**ACTION ITEM:** Your answer must be a single number: the count of lines in the entries below that hold "Boost".

**DATA SUPPLIED:**
========
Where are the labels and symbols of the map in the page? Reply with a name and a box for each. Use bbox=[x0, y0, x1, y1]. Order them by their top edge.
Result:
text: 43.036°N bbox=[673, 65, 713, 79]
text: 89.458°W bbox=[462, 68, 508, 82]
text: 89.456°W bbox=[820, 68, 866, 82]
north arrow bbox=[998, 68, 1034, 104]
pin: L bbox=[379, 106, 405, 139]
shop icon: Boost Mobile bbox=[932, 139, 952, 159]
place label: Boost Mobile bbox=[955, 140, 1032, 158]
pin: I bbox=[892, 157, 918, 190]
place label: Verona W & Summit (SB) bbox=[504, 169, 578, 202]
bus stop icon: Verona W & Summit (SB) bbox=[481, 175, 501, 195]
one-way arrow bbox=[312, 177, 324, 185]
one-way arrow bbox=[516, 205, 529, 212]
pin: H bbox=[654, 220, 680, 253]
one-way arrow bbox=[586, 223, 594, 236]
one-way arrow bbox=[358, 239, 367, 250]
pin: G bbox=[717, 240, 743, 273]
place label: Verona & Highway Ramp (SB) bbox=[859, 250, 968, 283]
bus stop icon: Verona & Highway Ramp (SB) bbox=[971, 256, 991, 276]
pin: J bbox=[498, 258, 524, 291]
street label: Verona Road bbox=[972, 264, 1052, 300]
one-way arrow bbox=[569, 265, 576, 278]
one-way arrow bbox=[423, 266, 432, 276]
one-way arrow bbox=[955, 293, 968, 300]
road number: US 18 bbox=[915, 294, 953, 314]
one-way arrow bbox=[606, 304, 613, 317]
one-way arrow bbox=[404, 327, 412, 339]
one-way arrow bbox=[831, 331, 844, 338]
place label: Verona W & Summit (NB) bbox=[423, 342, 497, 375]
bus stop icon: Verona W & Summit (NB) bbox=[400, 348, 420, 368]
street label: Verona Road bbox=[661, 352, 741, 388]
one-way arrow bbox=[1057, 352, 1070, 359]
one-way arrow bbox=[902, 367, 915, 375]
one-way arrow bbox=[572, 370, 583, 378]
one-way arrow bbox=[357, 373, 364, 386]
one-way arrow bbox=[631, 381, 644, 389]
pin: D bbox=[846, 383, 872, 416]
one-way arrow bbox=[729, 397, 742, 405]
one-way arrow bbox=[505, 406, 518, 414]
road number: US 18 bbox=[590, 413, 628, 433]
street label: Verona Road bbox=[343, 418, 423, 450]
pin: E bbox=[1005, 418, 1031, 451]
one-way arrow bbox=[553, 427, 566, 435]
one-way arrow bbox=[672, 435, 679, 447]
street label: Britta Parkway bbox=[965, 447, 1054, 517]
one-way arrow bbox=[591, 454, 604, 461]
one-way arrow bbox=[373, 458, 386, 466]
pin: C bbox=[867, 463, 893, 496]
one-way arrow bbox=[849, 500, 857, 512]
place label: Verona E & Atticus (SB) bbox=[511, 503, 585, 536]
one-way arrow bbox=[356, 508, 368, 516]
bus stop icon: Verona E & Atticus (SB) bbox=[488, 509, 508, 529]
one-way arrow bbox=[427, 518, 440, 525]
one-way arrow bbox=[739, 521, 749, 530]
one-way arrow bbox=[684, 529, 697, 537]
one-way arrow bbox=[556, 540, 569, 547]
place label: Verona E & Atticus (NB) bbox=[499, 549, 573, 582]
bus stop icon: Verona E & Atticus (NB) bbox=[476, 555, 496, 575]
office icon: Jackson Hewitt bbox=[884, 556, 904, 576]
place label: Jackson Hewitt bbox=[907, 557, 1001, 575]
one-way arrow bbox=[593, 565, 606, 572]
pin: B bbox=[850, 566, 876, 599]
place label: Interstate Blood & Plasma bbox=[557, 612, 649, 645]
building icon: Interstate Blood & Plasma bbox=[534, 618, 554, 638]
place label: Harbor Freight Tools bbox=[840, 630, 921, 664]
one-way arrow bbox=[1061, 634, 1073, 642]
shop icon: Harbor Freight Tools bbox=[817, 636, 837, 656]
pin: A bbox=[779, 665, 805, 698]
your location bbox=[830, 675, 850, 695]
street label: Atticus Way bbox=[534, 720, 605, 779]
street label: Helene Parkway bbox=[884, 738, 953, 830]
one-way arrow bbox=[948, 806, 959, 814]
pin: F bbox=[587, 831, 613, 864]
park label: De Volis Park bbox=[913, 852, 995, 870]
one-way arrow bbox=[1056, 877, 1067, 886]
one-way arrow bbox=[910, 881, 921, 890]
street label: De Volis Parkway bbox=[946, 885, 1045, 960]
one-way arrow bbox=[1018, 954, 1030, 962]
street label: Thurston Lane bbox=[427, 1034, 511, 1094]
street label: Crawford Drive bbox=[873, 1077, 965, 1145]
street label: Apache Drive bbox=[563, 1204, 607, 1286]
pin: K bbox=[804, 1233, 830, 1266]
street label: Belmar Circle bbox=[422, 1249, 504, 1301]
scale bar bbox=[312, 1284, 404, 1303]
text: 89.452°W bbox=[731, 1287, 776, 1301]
========
**EXERCISE ANSWER:** 2